Last October I wrote a piece about Coravin, the revolutionary wine preservation system. Methods of wine preservation have traditionally been low-tech, but this one embraced the 21st century: It consisted of a long, thin, hollow needle that was inserted through the cork. The needle injected the wine with inert gas, forcing out the oxygen and keeping the wine fresh. It was designed by Greg Lambrecht, who had previous devised equipment for vascular surgery.
The gadget was a boon for collectors with high-end bottles in their cellars, who could open one or more gems without the need to finish them the same night. It also had a huge impact on by-the-glass programs at upscale restaurants. Sommeliers could suddenly offer glasses of expensive wine to their customers, and not worry about selling the entire bottle that evening.
Now the Coravin has been pulled off the market, following a series of incidents in which bottles exploded while using the device. It seems that the inert gas injected into the bottle increased the pressure by roughly 50%. Most wine bottles could withstand this, but some evidently couldn’t. The company is working on a fix for the problem, and has advised everyone not to use the Coravin until the issue is resolved.
To be fair, about 40,000 Coravins were sold and only seven bottles exploded. This statistic is little comfort to those who had bottles shatter in front of them, suffering lacerations and other injuries. Fragments of those bottles have been forwarded to the company for analysis, and they found that “each time an explosion occurred the bottle was chipped, cracked or inherently flawed before the Coravin's needle pierced the cork.”
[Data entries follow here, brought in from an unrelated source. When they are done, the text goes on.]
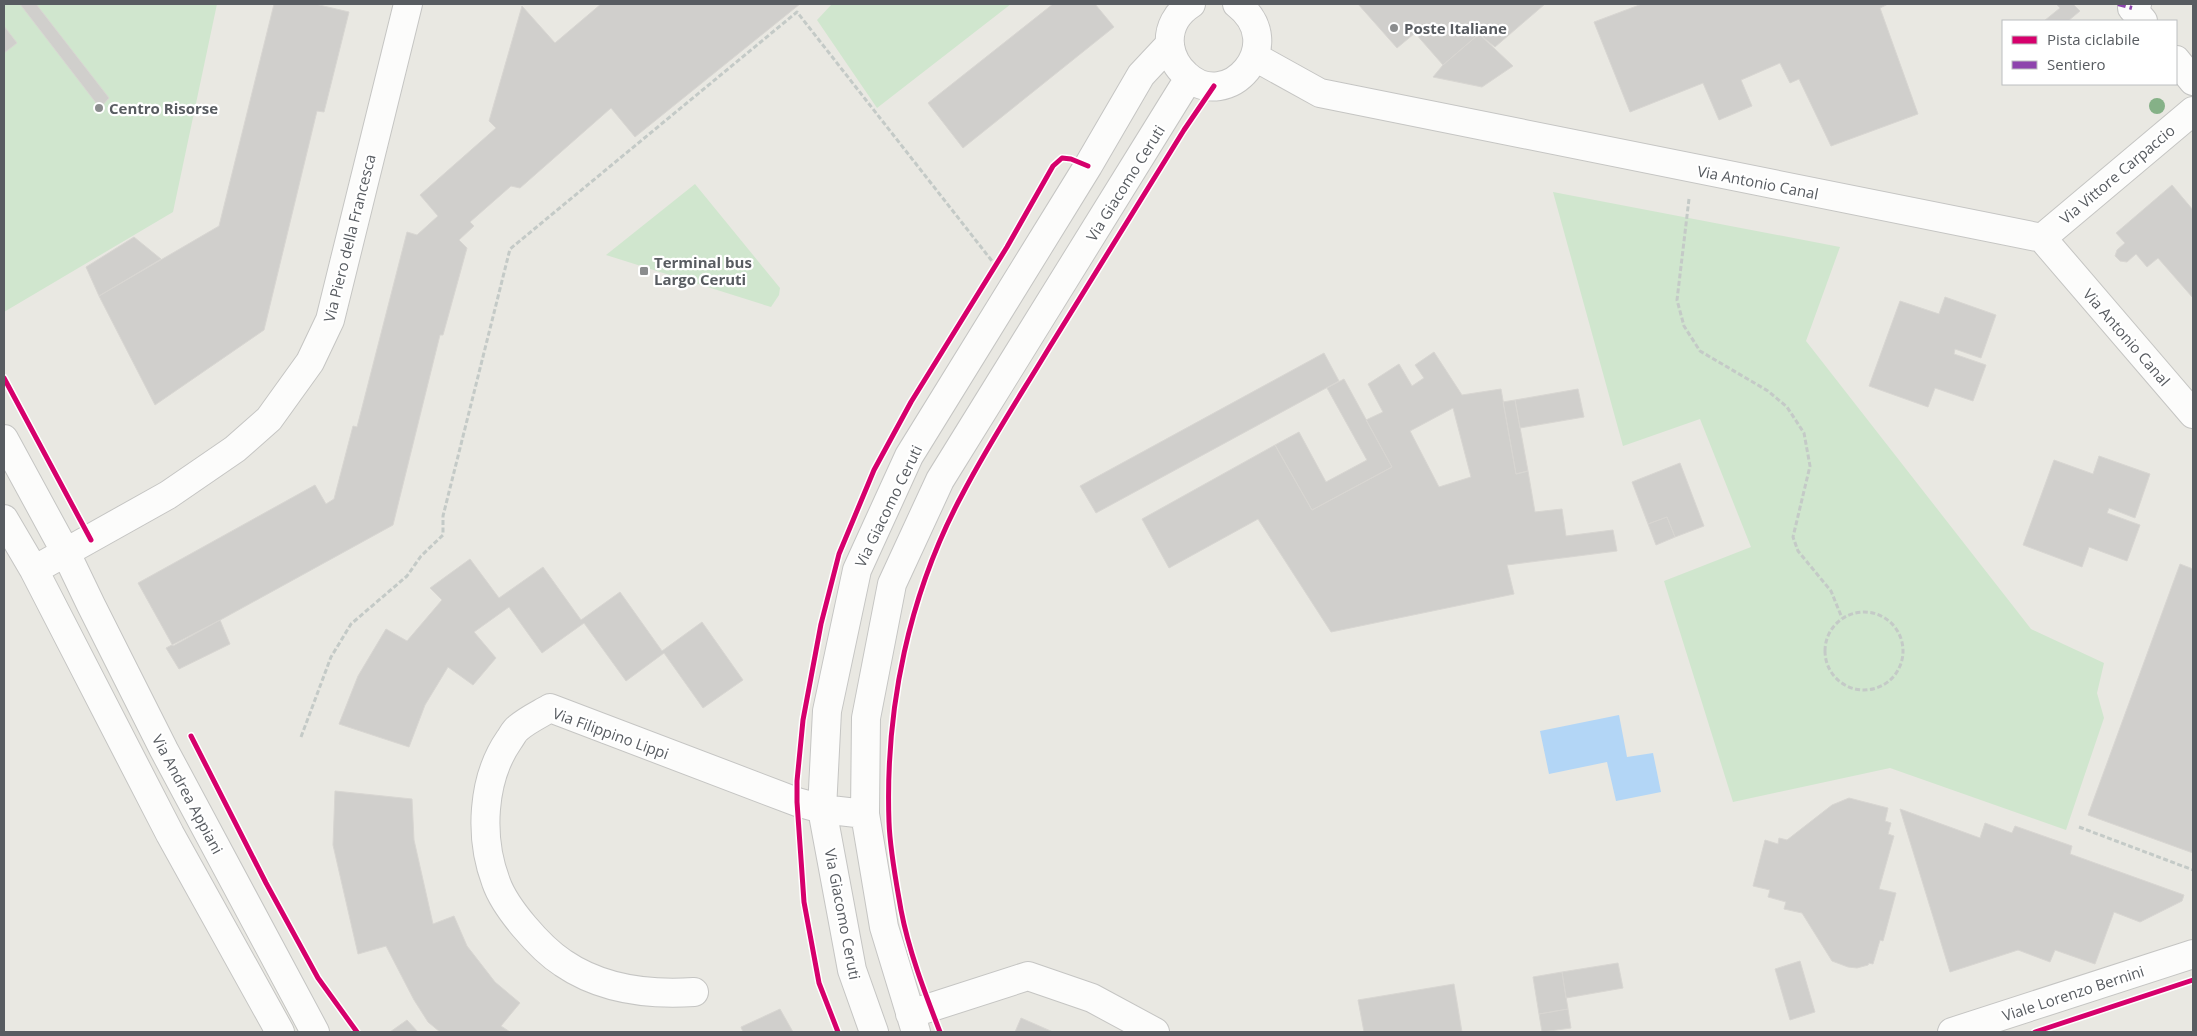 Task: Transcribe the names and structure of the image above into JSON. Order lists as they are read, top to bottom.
{
  "streets": {
    "street": [
      "Via Vittore Carpaccio",
      "Via Antonio Canal",
      "Via Giacomo Ceruti",
      "Via Piero della Francesca",
      "Via Filippino Lippi",
      "Via Andrea Appiani",
      "Viale Lorenzo Bernini"
    ]
  },
  "crossings": [
    ["Via Vittore Carpaccio", "Via Antonio Canal"],
    ["Via Giacomo Ceruti", "Via Filippino Lippi"],
    ["Via Piero della Francesca", "Via Andrea Appiani"]
  ],
  "places": {
    "other": ["Poste Italiane", "Centro Risorse"],
    "transit": ["Terminal bus Largo Ceruti"]
  },
  "legend": ["Pista ciclabile", "Sentiero"]
}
This is both good news and bad news. You can perceive a chip or a crack in a glass bottle, but it’s hard to see an “inherent flaw.” The situation is reminiscent of Champagne in the 19th century: Prior to the era when bottles could be engineered to withstand 60 pounds of pressure per square inch, a majority of them exploded in the cellars. It may be several hundred years later, but you’d better stash that Coravin in the closet until you’re sure it’s safe.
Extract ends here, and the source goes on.